Work required:
Each line of the entries that mentions the string "Chemin" needs to be reported.

Collected data
[Start of Attachment]

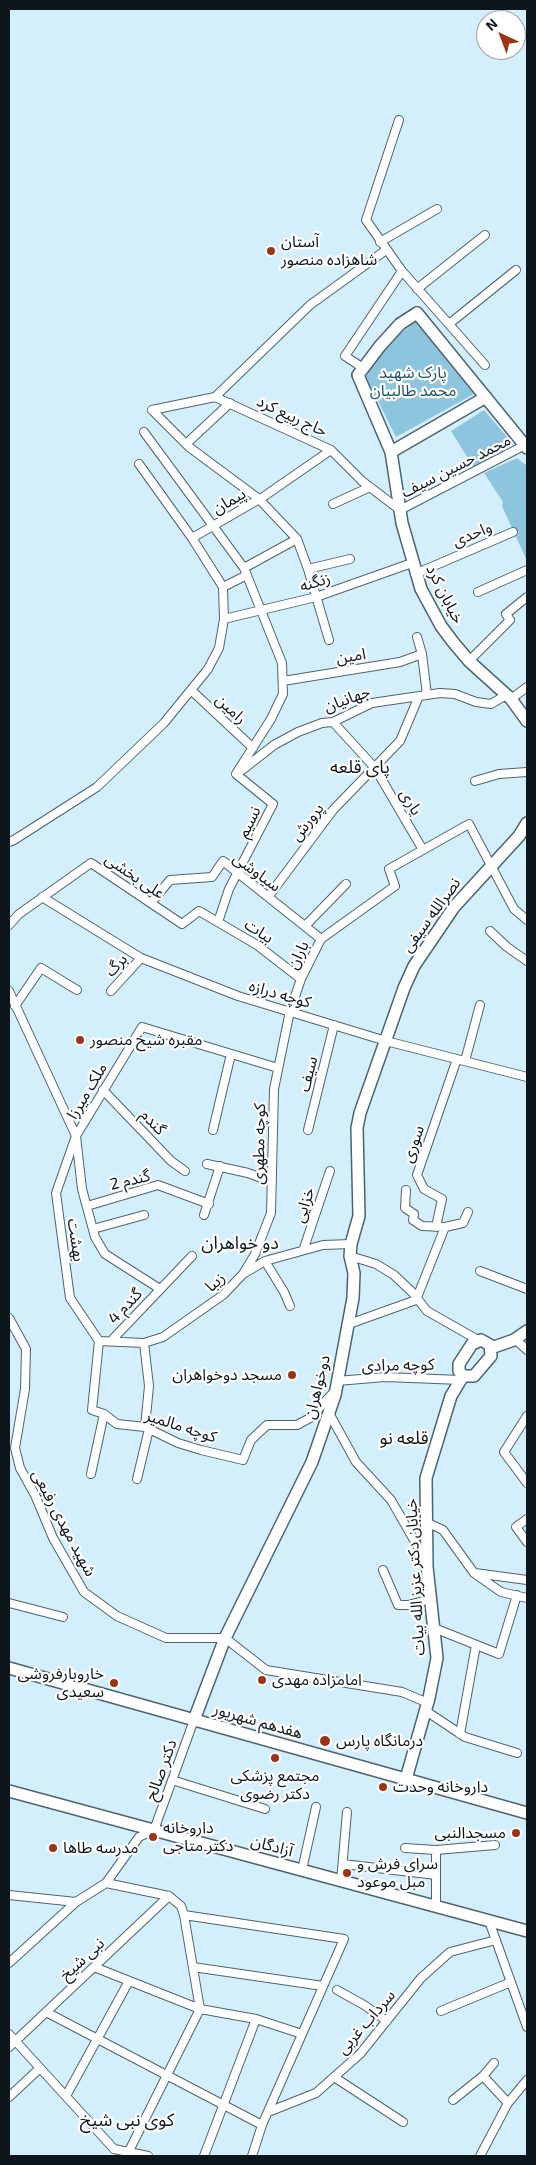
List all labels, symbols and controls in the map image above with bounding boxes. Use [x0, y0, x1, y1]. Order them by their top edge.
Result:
north arrow [476, 10, 526, 60]
text: N [482, 15, 501, 34]
place label: آستان شاهزاده منصور [281, 232, 377, 270]
marker: آستان شاهزاده منصور [265, 245, 277, 257]
park label: پارک شهید محمد طالبیان [370, 363, 456, 401]
street label: حاج ربیع کرد [254, 391, 330, 441]
street label: محمد حسین سیف [398, 430, 514, 502]
street label: پیمان [209, 484, 249, 518]
street label: واحدی [449, 517, 495, 551]
street label: خیابان کرد [422, 561, 468, 627]
street label: زنگنه [297, 568, 333, 596]
street label: امین [335, 644, 367, 668]
street label: جهانیان [321, 682, 373, 716]
street label: رامین [212, 690, 250, 728]
district label: پای قلعه [330, 756, 390, 778]
street label: یاری [396, 785, 426, 819]
street label: پرورش [286, 799, 328, 845]
street label: نسیم [233, 803, 265, 841]
street label: سیاوشی [229, 848, 285, 896]
street label: علی بخشی [101, 849, 169, 903]
street label: نصرالله سیفی [397, 874, 465, 956]
street label: بیات [241, 915, 277, 947]
street label: باران [283, 938, 313, 972]
street label: برگ [101, 950, 131, 980]
street label: کوچه درازه [247, 976, 313, 1012]
place label: مقبره شیخ منصور [90, 1030, 203, 1050]
marker: مقبره شیخ منصور [74, 1034, 86, 1046]
street label: سیف [294, 1054, 322, 1094]
street label: ملک میرزا [63, 1059, 111, 1123]
street label: کوچه مطهری [249, 1103, 269, 1185]
street label: گندم [136, 1105, 170, 1139]
street label: سوری [398, 1123, 428, 1165]
street label: گندم 2 [108, 1166, 152, 1194]
street label: خزایی [289, 1185, 319, 1225]
street label: بهشت [63, 1217, 89, 1263]
district label: دو خواهران [201, 1232, 279, 1254]
street label: زیبا [201, 1268, 229, 1296]
street label: گندم 4 [104, 1284, 146, 1328]
street label: دوخواهران [300, 1353, 334, 1421]
street label: کوچه مرادی [361, 1355, 435, 1375]
place label: مسجد دوخواهران [172, 1365, 282, 1385]
marker: مسجد دوخواهران [286, 1369, 298, 1381]
street label: کوچه مالمیر [143, 1405, 219, 1447]
district label: قلعه نو [380, 1427, 428, 1449]
street label: شهید مهدی رفیعی [28, 1466, 100, 1580]
street label: خیابان دکتر عزیز الله بیات [401, 1498, 429, 1656]
place label: خاروبارفروشی سعیدی [18, 1664, 104, 1702]
place label: امامزاده مهدی [272, 1670, 362, 1690]
marker: امامزاده مهدی [256, 1674, 268, 1686]
marker: خاروبارفروشی سعیدی [108, 1677, 120, 1689]
street label: هفدهم شهریور [211, 1699, 305, 1743]
place label: درمانگاه پارس [336, 1731, 423, 1751]
marker: درمانگاه پارس [318, 1734, 332, 1748]
street label: دکتر صالح [141, 1737, 181, 1803]
marker: مجتمع پزشکی دکتر رضوی [269, 1752, 281, 1764]
place label: مجتمع پزشکی دکتر رضوی [231, 1766, 319, 1804]
place label: داروخانه وحدت [393, 1777, 488, 1797]
marker: داروخانه وحدت [377, 1781, 389, 1793]
place label: داروخانه دکتر متاجی [163, 1818, 233, 1856]
place label: مسجدالنبی [435, 1823, 506, 1843]
marker: مسجدالنبی [510, 1827, 522, 1839]
marker: داروخانه دکتر متاجی [147, 1831, 159, 1843]
street label: آزادگان [249, 1831, 295, 1861]
place label: مدرسه طاها [63, 1838, 139, 1858]
marker: مدرسه طاها [47, 1842, 59, 1854]
place label: سرای فرش و مبل موعود [357, 1854, 438, 1892]
marker: سرای فرش و مبل موعود [341, 1867, 353, 1879]
street label: نبی شیخ [56, 1934, 108, 1984]
street label: سرداب غربی [333, 1986, 399, 2058]
district label: کوی نبی شیخ [80, 2109, 174, 2131]

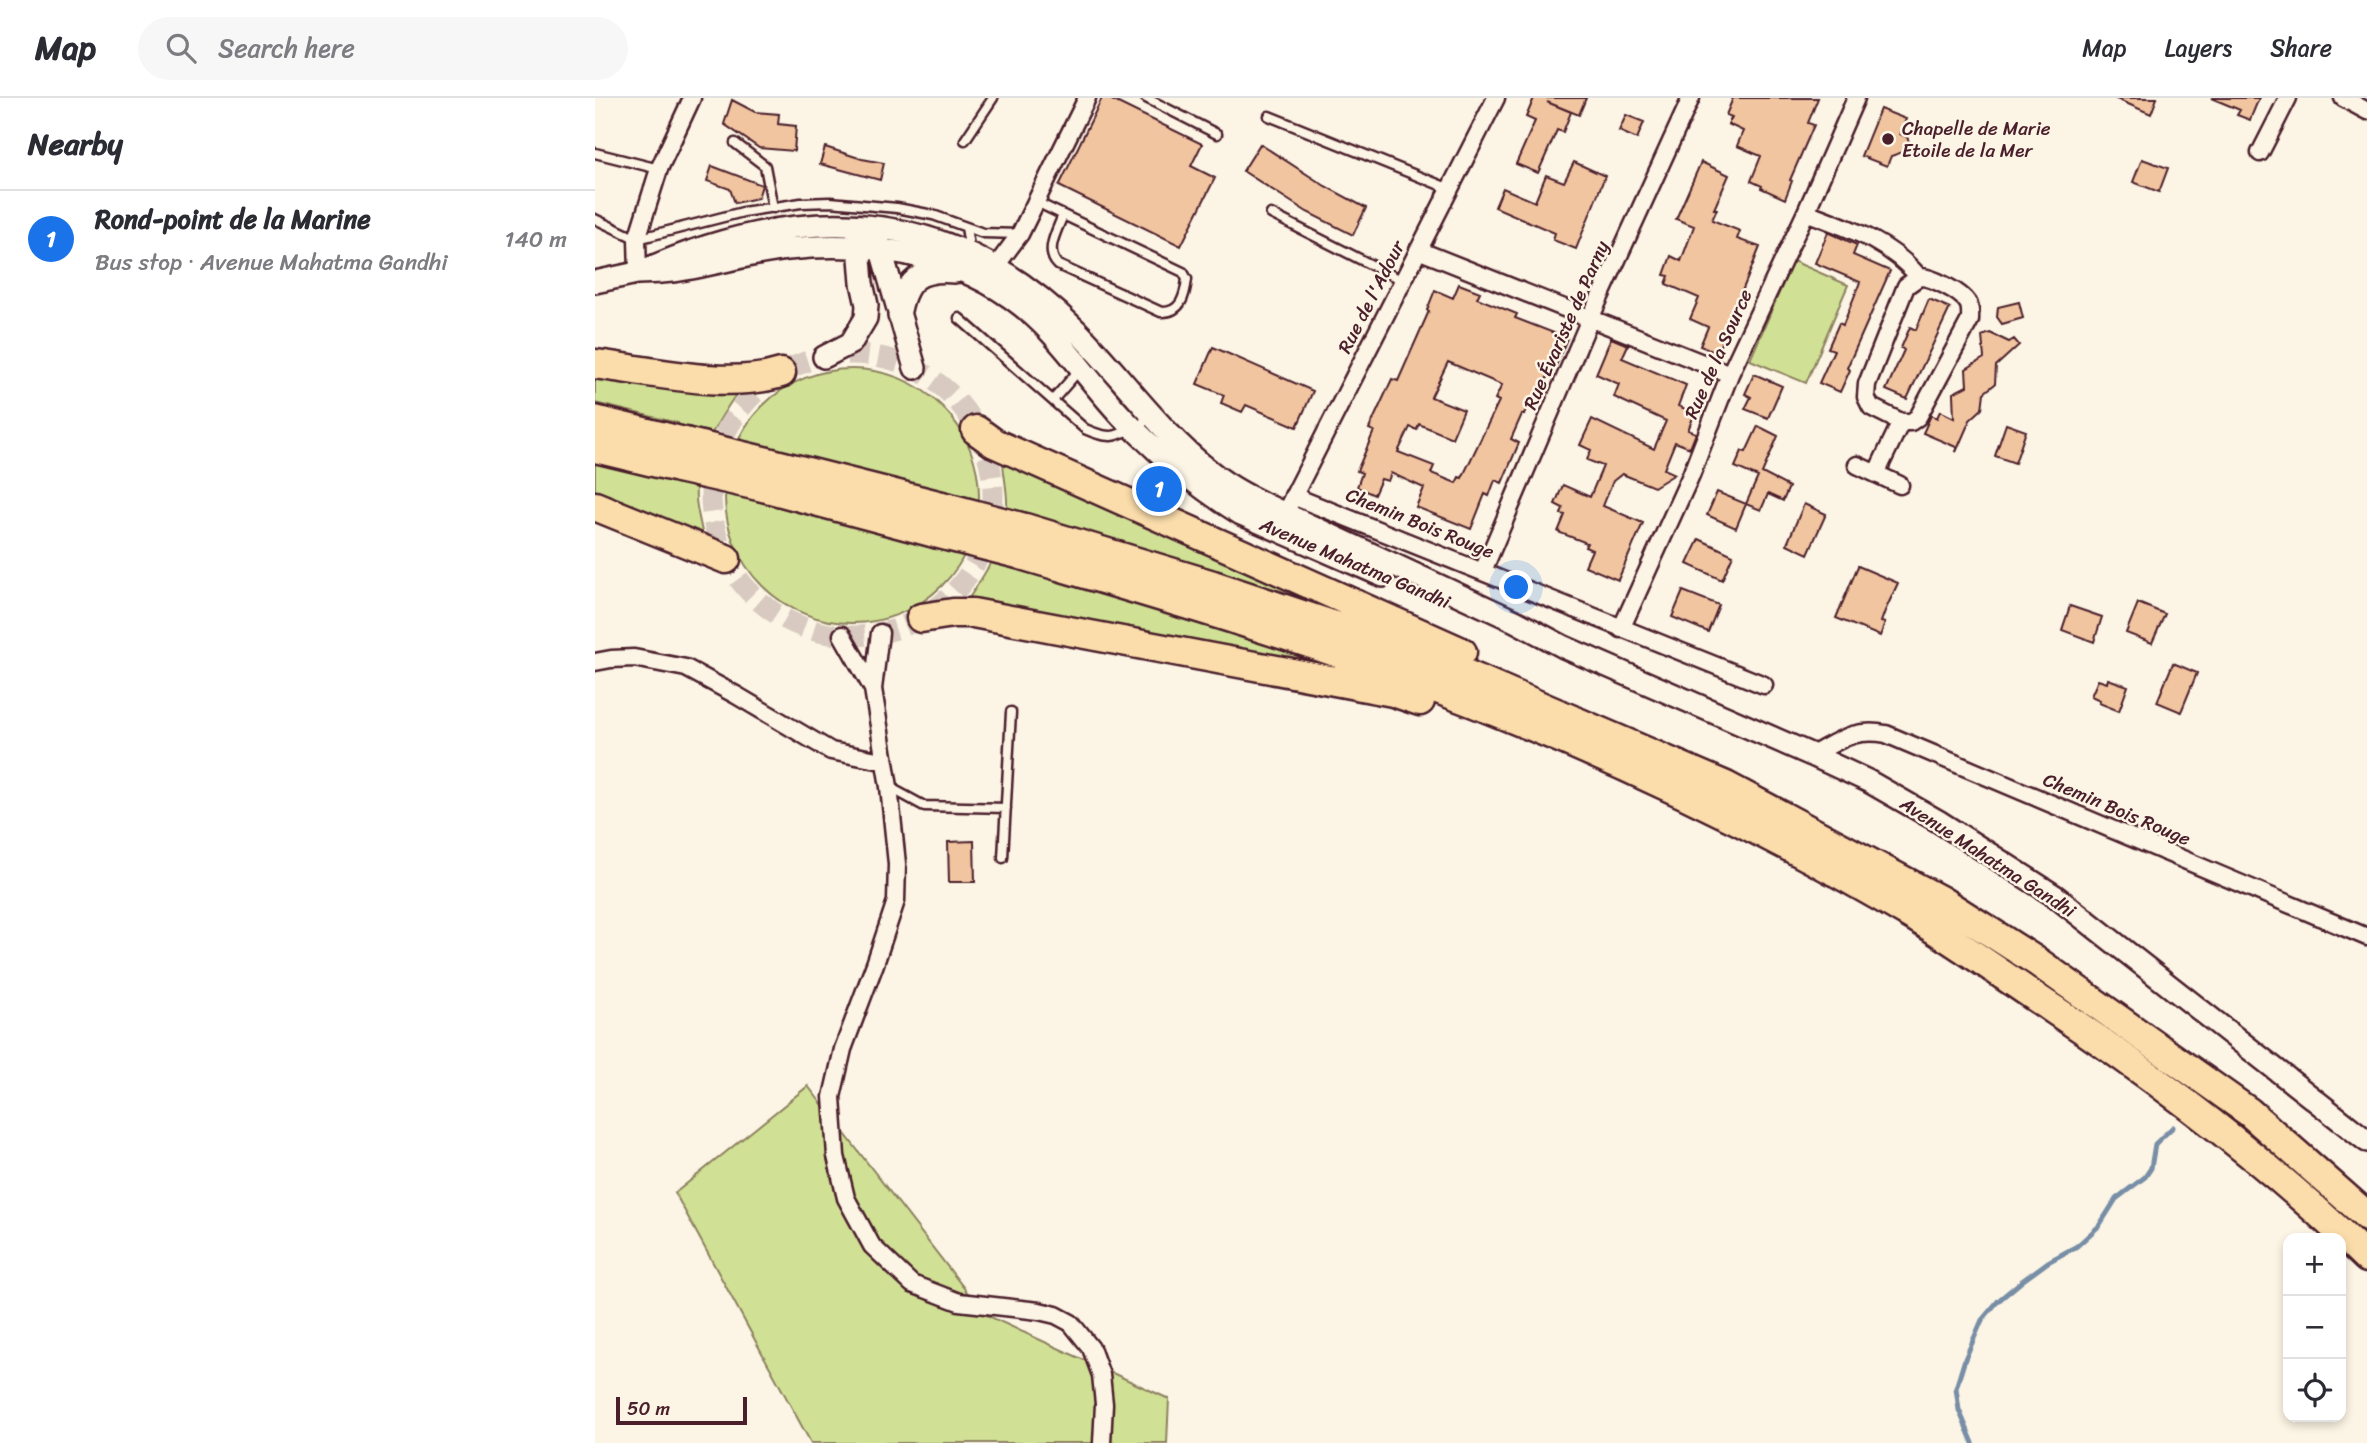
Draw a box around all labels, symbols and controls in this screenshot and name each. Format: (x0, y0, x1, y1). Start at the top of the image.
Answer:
search box (138, 17, 628, 80)
text: Map (35, 19, 96, 77)
text: Search here (218, 25, 355, 71)
text: Map (2082, 27, 2127, 69)
text: Layers (2165, 27, 2232, 69)
text: Share (2270, 27, 2332, 69)
icon: search (162, 29, 200, 67)
place label: Chapelle de Marie Etoile de la Mer (1902, 112, 2051, 167)
text: Nearby (28, 117, 123, 171)
marker: Chapelle de Marie Etoile de la Mer (1880, 131, 1896, 147)
text: Rond-point de la Marine (95, 196, 371, 242)
text: 1 (46, 219, 56, 260)
text: 140 m (505, 219, 567, 260)
street label: Rue de l'Adour (1328, 234, 1414, 359)
street label: Rue Évariste de Parny (1514, 235, 1618, 415)
text: Bus stop · Avenue Mahatma Gandhi (95, 242, 448, 283)
street label: Rue de la Source (1675, 283, 1761, 424)
pin: 1 (1136, 463, 1182, 515)
street label: Chemin Bois Rouge (1341, 478, 1500, 568)
street label: Avenue Mahatma Gandhi (1254, 507, 1456, 618)
your location (1499, 570, 1533, 604)
street label: Chemin Bois Rouge (2038, 763, 2196, 855)
street label: Avenue Mahatma Gandhi (1892, 787, 2083, 927)
map controls (2283, 1233, 2346, 1422)
button: + (2283, 1233, 2346, 1296)
button: − (2283, 1296, 2346, 1359)
button: locate (2283, 1359, 2346, 1422)
text: 50 m (627, 1392, 670, 1425)
scale bar (616, 1394, 747, 1426)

[End of Attachment]

Expected answer:
street label: Chemin Bois Rouge (1341, 478, 1500, 568)
street label: Chemin Bois Rouge (2038, 763, 2196, 855)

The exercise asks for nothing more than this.